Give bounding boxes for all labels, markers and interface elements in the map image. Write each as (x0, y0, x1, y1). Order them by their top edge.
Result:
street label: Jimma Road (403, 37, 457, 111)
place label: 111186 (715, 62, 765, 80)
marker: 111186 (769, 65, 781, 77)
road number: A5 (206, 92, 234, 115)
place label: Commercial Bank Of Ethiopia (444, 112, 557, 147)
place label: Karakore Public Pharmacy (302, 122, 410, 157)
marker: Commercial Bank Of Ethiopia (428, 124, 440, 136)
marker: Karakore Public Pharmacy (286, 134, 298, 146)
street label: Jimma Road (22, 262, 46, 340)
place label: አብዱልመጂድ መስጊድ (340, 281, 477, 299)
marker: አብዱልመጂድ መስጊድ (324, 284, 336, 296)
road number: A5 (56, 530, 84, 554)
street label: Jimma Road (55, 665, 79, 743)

========

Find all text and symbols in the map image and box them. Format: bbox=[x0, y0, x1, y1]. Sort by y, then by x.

========

**PROBLEM REQUIREMENTS**
Starting from the records above, filter out all lines except those containing the word "image".

**ANSWER TO THIS TASK**
Give bounding boxes for all labels, markers and interface elements in the map image. Write each as (x0, y0, x1, y1). Order them by their top edge.
Find all text and symbols in the map image and box them. Format: bbox=[x0, y0, x1, y1]. Sort by y, then by x.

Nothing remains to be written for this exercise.